1:30 p.m. — Cipher Brief virtual discussion: “The Hunt for Spies: Counterintelligence Efforts inside the U.S.,” with Mirriam-Grace MacIntyre, executive director, National Counterintelligence and Security Center https://www.thecipherbrief.com

MONDAY | JULY 10 

12 p.m 601 13th St. NW — Center for the Study of the Presidency and Congress in-person event: “Building the Navy for the Indo-Pacific,” with Emma Salisbury, associate fellow at the Council on Geostrategy. RSVP: [email protected]

TUESDAY | JULY 11

4 a.m. Vilnius, Lithuania — President Joe Biden attends the two-day NATO leaders summit July 11-12 https://www.nato.int/cps/en/natohq/news

9:30 a.m. 601 13th St. NW — Center for the Study of the Presidency and Congress in-person book event: Z Generation: Into the Heart of Russia’s Fascist Youth, with author Ian Garner; and Joshua Huminski, director, Mike Rogers Center for Intelligence and Global Affairs. RSVP: [email protected]

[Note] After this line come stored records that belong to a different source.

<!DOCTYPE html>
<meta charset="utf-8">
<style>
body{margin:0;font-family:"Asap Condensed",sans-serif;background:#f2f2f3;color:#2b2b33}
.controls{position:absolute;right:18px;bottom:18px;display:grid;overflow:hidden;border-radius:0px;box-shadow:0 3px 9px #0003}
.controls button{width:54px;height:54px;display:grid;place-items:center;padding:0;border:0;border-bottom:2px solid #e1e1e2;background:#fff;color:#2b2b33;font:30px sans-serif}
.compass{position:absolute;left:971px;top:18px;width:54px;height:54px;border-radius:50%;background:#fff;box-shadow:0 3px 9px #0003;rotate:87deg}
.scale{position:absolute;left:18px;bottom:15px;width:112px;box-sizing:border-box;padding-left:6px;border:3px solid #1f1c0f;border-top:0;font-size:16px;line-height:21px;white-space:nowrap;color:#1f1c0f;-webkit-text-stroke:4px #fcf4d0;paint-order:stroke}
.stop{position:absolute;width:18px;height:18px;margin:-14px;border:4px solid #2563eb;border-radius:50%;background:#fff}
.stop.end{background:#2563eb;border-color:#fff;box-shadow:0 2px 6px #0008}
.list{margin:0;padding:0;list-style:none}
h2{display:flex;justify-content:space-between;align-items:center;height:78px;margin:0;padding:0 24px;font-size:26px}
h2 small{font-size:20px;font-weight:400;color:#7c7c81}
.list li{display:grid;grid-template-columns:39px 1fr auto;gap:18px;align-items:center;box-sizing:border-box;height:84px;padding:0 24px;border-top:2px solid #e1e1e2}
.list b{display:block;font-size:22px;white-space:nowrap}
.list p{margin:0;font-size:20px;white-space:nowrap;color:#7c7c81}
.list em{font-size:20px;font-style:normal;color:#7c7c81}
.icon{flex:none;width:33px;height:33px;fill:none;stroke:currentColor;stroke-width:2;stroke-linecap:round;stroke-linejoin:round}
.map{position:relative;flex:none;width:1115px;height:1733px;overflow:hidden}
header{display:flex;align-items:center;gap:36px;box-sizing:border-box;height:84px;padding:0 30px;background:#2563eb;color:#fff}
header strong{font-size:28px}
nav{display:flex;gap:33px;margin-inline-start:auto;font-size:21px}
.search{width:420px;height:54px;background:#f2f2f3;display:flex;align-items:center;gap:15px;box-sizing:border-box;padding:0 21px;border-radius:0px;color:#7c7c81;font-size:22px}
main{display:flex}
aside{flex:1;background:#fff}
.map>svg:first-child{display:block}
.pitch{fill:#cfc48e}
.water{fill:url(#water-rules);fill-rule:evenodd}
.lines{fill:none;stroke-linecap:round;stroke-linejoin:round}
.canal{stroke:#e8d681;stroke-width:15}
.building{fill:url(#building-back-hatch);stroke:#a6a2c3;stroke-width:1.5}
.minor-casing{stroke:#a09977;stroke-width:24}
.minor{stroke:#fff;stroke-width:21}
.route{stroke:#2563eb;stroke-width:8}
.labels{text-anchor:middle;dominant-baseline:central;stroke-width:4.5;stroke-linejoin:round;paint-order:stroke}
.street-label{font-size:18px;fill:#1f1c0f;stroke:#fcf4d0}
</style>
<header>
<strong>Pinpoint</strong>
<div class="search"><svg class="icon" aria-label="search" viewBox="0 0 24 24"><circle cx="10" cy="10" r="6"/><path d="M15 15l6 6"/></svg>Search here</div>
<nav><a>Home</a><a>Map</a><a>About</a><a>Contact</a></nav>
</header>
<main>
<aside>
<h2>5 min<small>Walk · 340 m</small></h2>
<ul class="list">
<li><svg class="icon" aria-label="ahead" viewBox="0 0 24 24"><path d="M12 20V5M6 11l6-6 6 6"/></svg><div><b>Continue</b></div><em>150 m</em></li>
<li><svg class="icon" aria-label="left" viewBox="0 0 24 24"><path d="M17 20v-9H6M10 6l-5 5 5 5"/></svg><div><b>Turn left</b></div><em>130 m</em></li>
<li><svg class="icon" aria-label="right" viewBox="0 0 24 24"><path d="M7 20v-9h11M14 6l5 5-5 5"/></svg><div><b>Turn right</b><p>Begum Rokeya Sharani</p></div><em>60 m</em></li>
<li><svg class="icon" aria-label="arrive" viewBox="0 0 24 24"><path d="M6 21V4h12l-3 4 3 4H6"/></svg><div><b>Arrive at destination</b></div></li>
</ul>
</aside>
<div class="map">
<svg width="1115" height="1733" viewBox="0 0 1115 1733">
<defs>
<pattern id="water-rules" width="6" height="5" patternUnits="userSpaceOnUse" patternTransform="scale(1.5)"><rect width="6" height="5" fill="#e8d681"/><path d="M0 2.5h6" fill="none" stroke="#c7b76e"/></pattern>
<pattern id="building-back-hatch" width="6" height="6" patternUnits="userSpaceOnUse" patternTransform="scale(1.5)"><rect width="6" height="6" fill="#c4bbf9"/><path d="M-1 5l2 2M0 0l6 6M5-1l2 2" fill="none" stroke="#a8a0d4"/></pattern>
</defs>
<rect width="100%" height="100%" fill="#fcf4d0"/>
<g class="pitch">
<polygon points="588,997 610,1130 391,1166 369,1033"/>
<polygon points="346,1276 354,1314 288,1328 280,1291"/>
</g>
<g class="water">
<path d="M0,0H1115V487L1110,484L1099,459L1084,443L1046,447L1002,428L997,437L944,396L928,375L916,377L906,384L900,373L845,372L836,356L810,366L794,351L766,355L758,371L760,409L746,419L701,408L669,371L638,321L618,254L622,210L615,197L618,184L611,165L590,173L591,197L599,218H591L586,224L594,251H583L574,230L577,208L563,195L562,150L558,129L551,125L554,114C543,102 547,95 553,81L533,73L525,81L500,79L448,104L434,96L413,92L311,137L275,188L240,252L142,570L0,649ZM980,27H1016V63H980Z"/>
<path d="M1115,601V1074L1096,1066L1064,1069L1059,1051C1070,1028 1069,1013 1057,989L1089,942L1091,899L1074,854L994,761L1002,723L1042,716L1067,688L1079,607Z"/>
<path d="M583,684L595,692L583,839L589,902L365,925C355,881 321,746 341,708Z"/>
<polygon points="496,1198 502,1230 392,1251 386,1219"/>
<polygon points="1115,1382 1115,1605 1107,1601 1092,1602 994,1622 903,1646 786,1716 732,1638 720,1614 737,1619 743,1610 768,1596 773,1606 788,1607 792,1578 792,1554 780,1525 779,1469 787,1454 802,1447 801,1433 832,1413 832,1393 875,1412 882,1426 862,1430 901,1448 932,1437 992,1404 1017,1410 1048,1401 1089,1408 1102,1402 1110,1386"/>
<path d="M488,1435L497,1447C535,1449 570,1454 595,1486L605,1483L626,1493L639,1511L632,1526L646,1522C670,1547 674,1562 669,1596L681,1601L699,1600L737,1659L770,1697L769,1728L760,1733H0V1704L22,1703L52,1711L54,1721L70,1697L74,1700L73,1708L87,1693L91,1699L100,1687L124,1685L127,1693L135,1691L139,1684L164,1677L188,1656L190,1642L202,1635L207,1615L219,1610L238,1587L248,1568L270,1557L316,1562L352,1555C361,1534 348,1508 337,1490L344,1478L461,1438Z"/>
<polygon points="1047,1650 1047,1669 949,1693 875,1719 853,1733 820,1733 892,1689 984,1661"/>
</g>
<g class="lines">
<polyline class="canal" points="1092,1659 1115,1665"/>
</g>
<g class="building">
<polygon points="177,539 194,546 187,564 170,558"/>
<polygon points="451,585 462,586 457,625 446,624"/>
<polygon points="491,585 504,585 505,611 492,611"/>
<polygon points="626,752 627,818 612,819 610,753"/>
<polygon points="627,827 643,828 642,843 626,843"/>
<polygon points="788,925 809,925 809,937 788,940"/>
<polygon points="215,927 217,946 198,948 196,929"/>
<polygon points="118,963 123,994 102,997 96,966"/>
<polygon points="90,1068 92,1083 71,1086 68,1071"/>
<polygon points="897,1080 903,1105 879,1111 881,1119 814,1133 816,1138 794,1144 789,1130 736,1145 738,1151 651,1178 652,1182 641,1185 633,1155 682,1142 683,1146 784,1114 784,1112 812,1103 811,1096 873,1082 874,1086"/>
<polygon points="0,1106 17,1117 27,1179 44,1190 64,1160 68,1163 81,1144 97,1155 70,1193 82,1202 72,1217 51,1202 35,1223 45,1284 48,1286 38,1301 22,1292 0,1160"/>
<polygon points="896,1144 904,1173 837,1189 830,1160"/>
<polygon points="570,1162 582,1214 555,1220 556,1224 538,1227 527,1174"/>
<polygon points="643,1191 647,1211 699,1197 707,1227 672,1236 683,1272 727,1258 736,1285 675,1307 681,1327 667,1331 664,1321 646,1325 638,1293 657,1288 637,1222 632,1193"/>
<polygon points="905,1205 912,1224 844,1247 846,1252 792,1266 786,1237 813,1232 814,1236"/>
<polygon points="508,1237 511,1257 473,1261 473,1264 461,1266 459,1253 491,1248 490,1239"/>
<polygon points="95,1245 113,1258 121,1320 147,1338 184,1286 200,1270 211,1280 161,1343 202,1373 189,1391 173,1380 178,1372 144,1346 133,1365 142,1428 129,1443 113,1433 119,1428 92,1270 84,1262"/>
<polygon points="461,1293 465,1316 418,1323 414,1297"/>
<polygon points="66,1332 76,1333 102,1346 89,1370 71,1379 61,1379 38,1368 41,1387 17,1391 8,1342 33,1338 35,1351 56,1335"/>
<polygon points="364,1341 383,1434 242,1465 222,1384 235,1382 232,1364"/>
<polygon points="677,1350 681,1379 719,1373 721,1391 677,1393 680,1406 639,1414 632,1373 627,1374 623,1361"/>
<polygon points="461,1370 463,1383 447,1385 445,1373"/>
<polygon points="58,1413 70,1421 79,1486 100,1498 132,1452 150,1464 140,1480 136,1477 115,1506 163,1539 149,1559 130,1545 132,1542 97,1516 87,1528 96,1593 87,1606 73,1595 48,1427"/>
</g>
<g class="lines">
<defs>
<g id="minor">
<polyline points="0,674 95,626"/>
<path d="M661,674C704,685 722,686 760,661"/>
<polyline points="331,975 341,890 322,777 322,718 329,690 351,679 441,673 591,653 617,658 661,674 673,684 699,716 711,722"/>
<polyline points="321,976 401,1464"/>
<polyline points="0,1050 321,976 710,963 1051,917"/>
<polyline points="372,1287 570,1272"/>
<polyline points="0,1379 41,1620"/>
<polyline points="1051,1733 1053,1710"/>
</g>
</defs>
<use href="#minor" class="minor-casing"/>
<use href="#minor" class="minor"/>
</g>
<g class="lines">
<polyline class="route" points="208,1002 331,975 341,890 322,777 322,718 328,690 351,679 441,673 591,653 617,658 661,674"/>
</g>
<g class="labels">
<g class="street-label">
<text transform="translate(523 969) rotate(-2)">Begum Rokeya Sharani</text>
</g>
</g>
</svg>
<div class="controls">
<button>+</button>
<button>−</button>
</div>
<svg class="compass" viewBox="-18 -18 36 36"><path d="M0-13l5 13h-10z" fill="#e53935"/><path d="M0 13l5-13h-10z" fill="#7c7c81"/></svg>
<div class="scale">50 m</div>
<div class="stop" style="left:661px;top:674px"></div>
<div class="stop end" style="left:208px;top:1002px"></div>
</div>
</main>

11 a.m. — Center for Strategic and Budgetary Assessments virtual discussion of new report: Beyond Precision: Maintaining America’s Strike Advantage in Great Power Conflict, with author Tyler Hacker, CSBA research fellow; and CSBA President and CEO Thomas Mahnken https://us06web.zoom.us/webinar/register

QUOTE OF THE DAY

“We cannot imagine Ukraine without Crimea. Now Crimea is under the Russian occupation. That means only one thing. War is not over yet.”

Ukrainian President Volodymyr Zelensky, in an interview with CNN’s Erin Burnett, insisting there cannot be victory without recapuring Russian-occupied Crimea.